Day 7: This was the day that we finally had a beach all to ourselves for a couple of hours, and strangely, it was Trunk! We thought the revelers from the previous night would all still be in bed and we were right! We got there before the rangers and it was 9:30 before anyone else showed up. We thought the coral looked better than the last time we were on St. John in 2012, and we saw a 6-ft amberjack. When the others started showing up, we packed up and headed to Salt Pond. Salt Pond is another favorite of ours. There were few people on the beach with most people who arrived heading off to Ram Head. The boys did some snorkeling here but mostly took advantage of the low crowd and played catch with their water skipping ball. My husband made the long swim out to the rocks and reported excellent coral. My sons saw two five-foot plus barracudas—after someone screamed in the water they snorkeled over to investigate! We had lunch at Shipwreck Landing, stopped at the Love City Mini-mart, and spent the afternoon at Francis.
Day 8: We packed a picnic and spent the whole day at Francis after a revisit to the dive shop for a mask swap. Great snorkeling with huge turtles.
Day 9: Another picnic and more Francis with great snorkeling on the right all the way to the point.

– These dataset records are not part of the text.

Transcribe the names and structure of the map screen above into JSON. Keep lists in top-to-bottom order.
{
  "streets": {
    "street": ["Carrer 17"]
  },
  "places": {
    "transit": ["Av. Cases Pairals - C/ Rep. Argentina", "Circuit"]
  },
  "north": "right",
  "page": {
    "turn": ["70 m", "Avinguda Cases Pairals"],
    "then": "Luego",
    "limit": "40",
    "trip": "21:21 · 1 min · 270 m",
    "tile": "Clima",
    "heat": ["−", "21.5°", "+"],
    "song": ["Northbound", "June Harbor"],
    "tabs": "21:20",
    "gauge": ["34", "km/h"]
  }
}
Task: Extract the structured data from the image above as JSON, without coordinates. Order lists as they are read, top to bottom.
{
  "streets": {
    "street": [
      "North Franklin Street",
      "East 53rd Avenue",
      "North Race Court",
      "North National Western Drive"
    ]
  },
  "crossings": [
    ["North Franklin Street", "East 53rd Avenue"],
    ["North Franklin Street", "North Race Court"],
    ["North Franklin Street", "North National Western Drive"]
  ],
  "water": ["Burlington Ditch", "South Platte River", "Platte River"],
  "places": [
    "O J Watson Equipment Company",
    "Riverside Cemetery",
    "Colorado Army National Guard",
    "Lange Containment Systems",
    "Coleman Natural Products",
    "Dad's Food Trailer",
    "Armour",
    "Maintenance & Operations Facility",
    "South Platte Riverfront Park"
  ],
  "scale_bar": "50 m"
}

Day 10: Today was our last day and it was kid’s choice. They chose Jumbie (because they wanted some wave action) and Maho. We only stayed at Jumbie an hour or so—the waves were not as big as the boys had remembered, but they had fun. Maho was wonderful. We had another picnic and this was probably the most consistently sunny day, so the snorkeling was crystal clear. Lots of conchs, and we also saw a large school of squid for the first time. Snorkeled around to Little Maho where we saw a group who had clearly come to Little Maho from the old campground area—not sure the beach is supposed to be accessible that way anymore. We were thinking about leaving when a huge group came and set up right next to us with one 20-something woman standing on my son’s towel to put her sunscreen on! Unbelievable but hilarious!
Day 11: Everything must come to an end. We had breakfast at Baked in the Sun and got some take out sandwiches for our travels. We lined up for the car barge—I again worried about seasickness, but this time we were on the side and could see the horizon.
A word about Sunnyledge: there are not a lot of reports about Sunnyledge, but we found it to be a fabulous, well-maintained, well-stocked, secluded and comfortable home with easy access to both Coral Bay and Cruz Bay. It has unbeatable views of Francis, and you can see the beach, not just the water, while still being high enough to have a steady breeze. It is on the old road to the Maho camps, so who knows what changes are to come, but, for now, we wouldn’t hesitate to return.
Hiking: Usually we do quite a bit of hiking but this year only to Waterlemon.
Overall, it was another great trip to St. John, and we can’t help but think about planning our next trip. We probably won’t come back over July 4th again—only because the crowds were noticeably larger. But, “crowded” on St. John is not the same as “crowded” somewhere else :)!